Truman's next arduous task was the Korean War. When Communist North Korea invaded South Korea, Truman felt it was the U.S.' job to help them out so Communism would not spread. The fighting went back and forth until General Douglas MacArthur pushed the North Koreans to the border of China. This proved to be a mistake as China was secretly supporting North Korea and pushed the Americans back down to South Korea. MacArthur was in favor of using atomic bombs on China to get them out of the way, but Truman was convinced he was done dropping bombs on countries and refused. What followed was a very public bickering fest between the two, and ended with Truman canning MacArthur. This proved to be extremely detrimental to Truman's popularity. Though he left the office with low approval ratings, he may of kept the Korean War from going on any longer than it did, as an attack on China would of brought the U.S.S.R. into the fight against us too.
Among these tough decisions and mountains that Truman had to climb, Truman tried to make a difference. Under Truman, the CIA was created for the expressed purpose of running surveillance on foreign countries. He signed the Emergency Housing Bill, which provided for the construction of 2.5 million housing units for WWII vets. Truman officially declared the Philippines independent, ending our acquisition of the country from Spain in 1898. Truman created the President's Commission on Civil Rights which recommended more adequate means and procedures for the protection of the civil rights of the people of the United States. Truman is the first president to address the NAACP. The National Security Act is passed by Congress which allows for the creation of the United States Air Force and the Cabinet position of secretary of defense. Truman signed the Foreign Assistance Act, which proved $5.3 billion for the Marshall Plan. The Marshall Plan called for foreign aid for European countries affected by the war. The United States first recognized Israel as a country during Truman's presidency. Truman signed the Displaced Persons Bill, which allowed for the admission of 205,000 displaced Europeans to the U.s. Two years later, the bill is amended to raise the number to 415,000.
Truman, though he did much in his years as presidency, and a lot of good, left under a dark cloud.
Truman in the view of many contemporary historians and even in Winston Churchill's opinion, saved Western Civilization.
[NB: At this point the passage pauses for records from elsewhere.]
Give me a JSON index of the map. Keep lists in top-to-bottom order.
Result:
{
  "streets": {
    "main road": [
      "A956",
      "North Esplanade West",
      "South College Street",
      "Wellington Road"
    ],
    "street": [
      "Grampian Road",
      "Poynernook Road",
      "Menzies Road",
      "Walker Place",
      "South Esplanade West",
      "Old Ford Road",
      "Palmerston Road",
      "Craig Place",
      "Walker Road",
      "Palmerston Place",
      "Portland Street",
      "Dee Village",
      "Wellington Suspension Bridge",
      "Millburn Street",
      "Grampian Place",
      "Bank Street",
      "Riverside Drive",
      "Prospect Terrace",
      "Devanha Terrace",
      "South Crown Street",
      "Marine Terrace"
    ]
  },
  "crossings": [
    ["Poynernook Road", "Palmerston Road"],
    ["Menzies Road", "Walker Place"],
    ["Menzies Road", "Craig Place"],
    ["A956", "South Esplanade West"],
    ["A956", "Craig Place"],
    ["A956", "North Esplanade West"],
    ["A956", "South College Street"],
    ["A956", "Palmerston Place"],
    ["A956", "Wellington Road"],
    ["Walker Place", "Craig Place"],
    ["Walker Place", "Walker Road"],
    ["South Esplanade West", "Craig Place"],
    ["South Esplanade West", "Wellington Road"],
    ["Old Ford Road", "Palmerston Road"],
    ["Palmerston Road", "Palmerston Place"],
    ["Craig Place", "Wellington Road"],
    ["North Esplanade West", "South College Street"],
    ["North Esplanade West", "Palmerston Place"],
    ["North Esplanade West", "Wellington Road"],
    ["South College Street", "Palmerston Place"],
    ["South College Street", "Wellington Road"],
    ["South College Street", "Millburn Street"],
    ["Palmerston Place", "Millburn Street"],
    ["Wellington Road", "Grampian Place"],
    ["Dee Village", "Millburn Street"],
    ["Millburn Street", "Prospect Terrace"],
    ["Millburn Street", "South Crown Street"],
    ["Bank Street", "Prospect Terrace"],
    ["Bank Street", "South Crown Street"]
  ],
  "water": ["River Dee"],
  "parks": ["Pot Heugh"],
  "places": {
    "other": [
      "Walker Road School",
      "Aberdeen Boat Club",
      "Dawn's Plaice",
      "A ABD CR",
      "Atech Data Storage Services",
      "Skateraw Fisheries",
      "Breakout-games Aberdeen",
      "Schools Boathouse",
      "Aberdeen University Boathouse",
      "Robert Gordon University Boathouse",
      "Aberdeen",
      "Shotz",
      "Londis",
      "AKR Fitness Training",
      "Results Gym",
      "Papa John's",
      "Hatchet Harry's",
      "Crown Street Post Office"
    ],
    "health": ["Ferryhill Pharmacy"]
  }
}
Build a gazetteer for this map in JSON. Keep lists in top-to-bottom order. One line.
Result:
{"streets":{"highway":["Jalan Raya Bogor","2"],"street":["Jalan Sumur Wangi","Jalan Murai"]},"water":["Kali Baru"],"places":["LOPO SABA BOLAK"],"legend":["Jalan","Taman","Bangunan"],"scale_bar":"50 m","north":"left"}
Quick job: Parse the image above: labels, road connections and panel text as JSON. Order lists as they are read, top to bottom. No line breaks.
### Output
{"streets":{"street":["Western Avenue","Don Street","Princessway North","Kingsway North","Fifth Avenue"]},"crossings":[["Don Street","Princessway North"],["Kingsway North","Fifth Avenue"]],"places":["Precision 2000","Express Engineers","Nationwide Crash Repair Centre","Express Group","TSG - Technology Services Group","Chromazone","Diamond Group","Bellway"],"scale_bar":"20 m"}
Many believe that he shortened the Korean War and WWII by his decisions and saved countless lives. Others believe that he was a monster for letting atomic bombs drop on Japan. I personally do not support the dropping of the bombs, though I do realize that it may of saved more in the end. What happened happened, so we can either look at it as the destruction of two cities, or the key to the end of conflict. I chose to see it as both. Those who curse Truman for his decision though like I have should remember that this was not an easy decision and wasn't a spontaneous move by the president. Truman picked what he considered to be the lesser of two evils. Nevertheless, this is still a hotly debated topic, that even I still feel mixed feelings about. Truman had to follow the performance that was FDR and he did it better than a lot of people would have. Though his methods were questionable, Truman accomplished much for the United States in his time as president.